Will vaccine mandates help or hurt nursing home staffing in Tampa Bay?

One senior care company says it was good for morale.
Atria Senior Living, which operates three assisted living facilities in Tampa Bay, has mandated staff vaccinations since January.
Atria Senior Living, which operates three assisted living facilities in Tampa Bay, has mandated staff vaccinations since January. [ Miami Herald ]
Published Sept. 13, 2021|Updated Sept. 13, 2021

Since the delta variant began to spike in Florida, Su Suriano has doubled down on efforts to encourage her staff to get vaccinated.

As the administrator of Manor Care Health Services of Palm Harbor, a nursing home in Pinellas County, she’d heard the concerns of her employees, many of whom are young and come from various racial and ethnic backgrounds.

Suriano began holding “town halls” at the facility this summer, enlisting a physician on site to help answer questions and dispel myths about the shots.

”’Will the vaccine affect my ability to have children?’” Suriano said. “‘Why do I have to get it when I hear of vaccinated people testing positive?’ Those are the two big questions we get.”
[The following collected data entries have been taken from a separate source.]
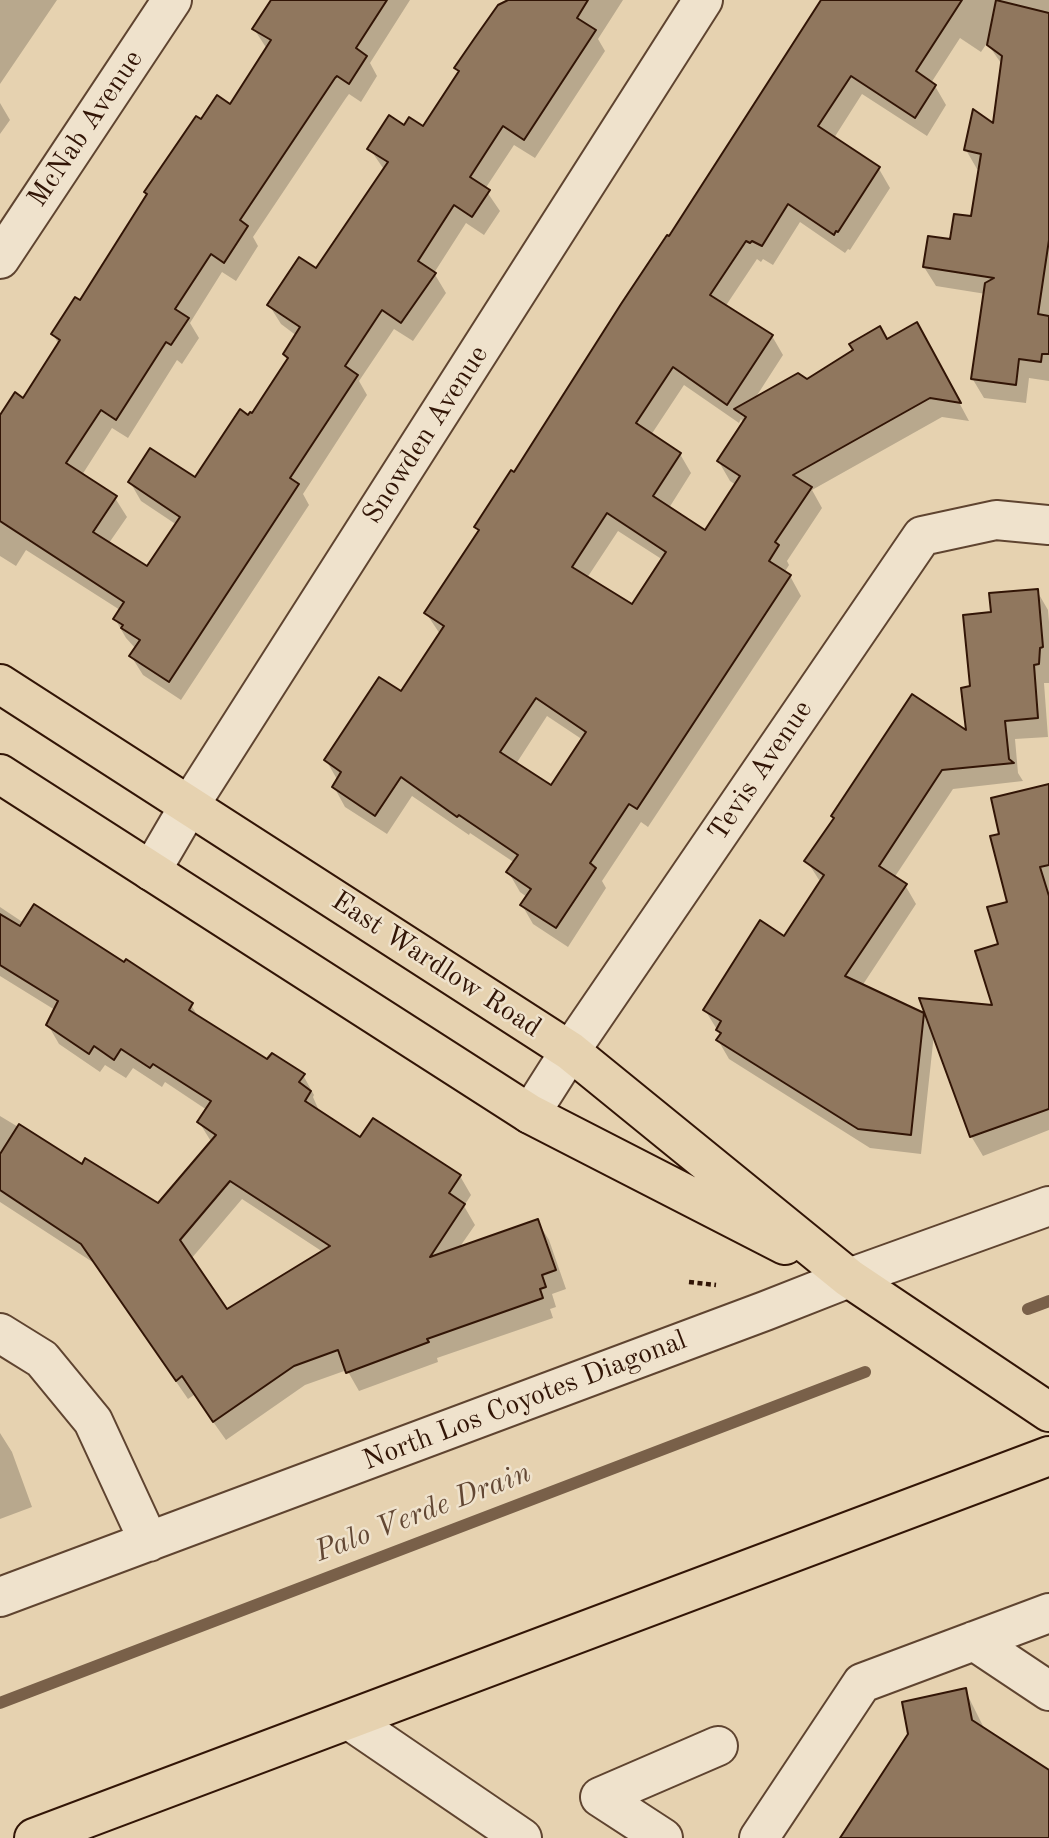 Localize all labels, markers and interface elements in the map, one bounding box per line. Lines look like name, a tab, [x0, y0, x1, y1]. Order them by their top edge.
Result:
street label: McNab Avenue	[21, 44, 151, 214]
street label: Snowden Avenue	[356, 340, 496, 530]
street label: Tevis Avenue	[702, 694, 820, 848]
street label: East Wardlow Road	[325, 885, 547, 1045]
street label: North Los Coyotes Diagonal	[358, 1324, 692, 1478]
water label: Palo Verde Drain	[310, 1455, 536, 1571] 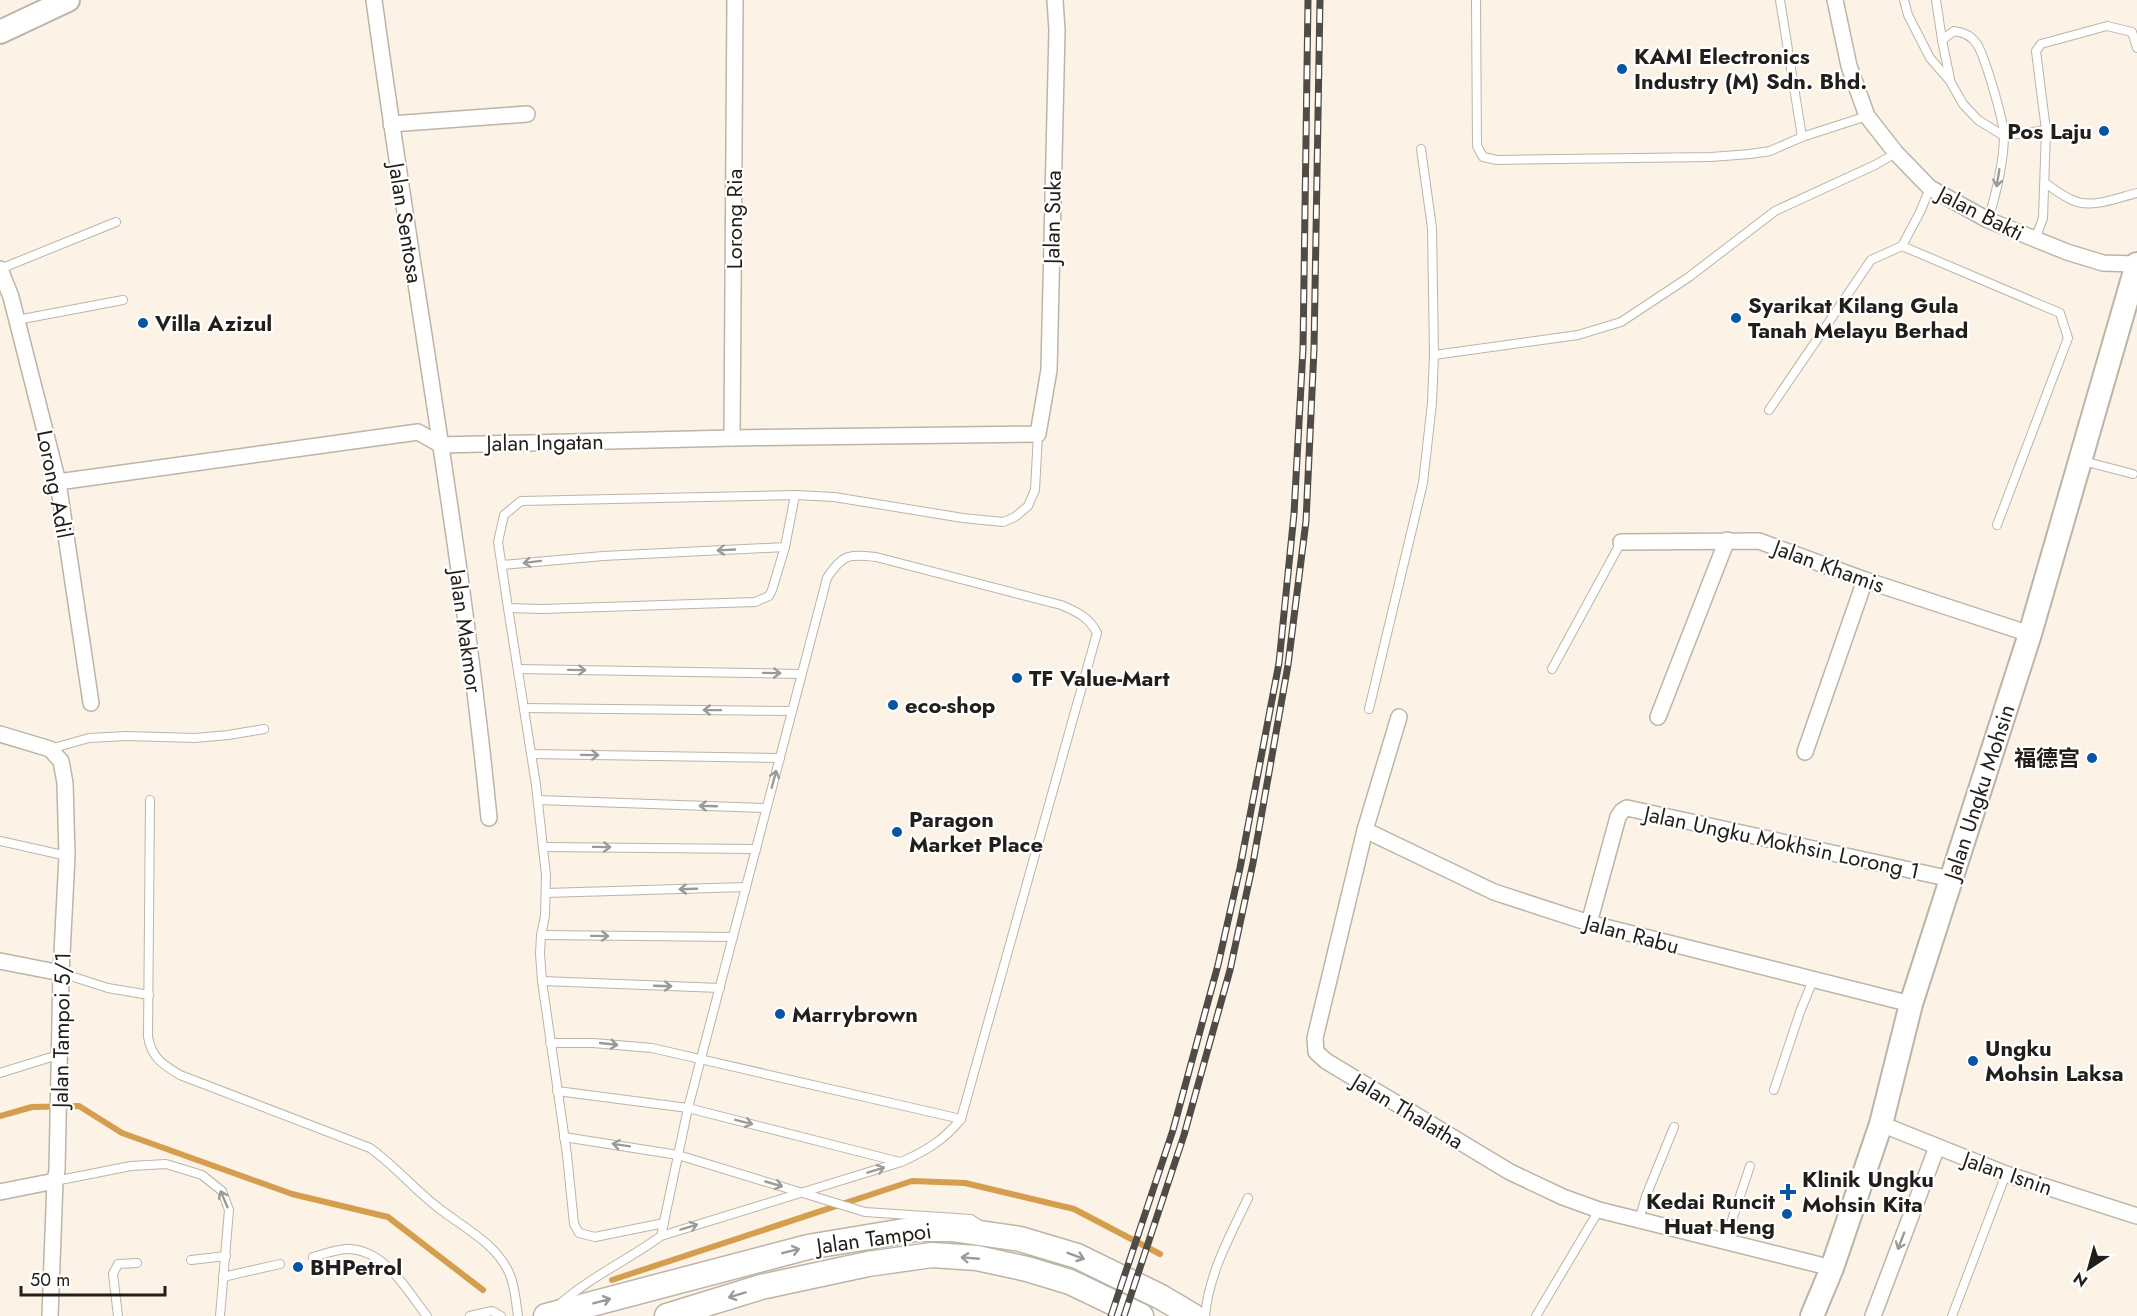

The push appears to have paid off.

Staff vaccinations at the facility increased by 10 percent in a month’s time, according to most recently available Centers for Medicare and Medicaid data, rising to 71 percent by the last week of August.

But ProMedica Senior Care, the nursing home’s parent company, has yet to make staff vaccinations mandatory.

The Centers for Medicare and Medicaid Services is expected to issue an emergency rule requiring staff vaccinations within nursing homes nationwide later this month, following an announcement by the Biden administration that these facilities must do so or risk losing federal funding.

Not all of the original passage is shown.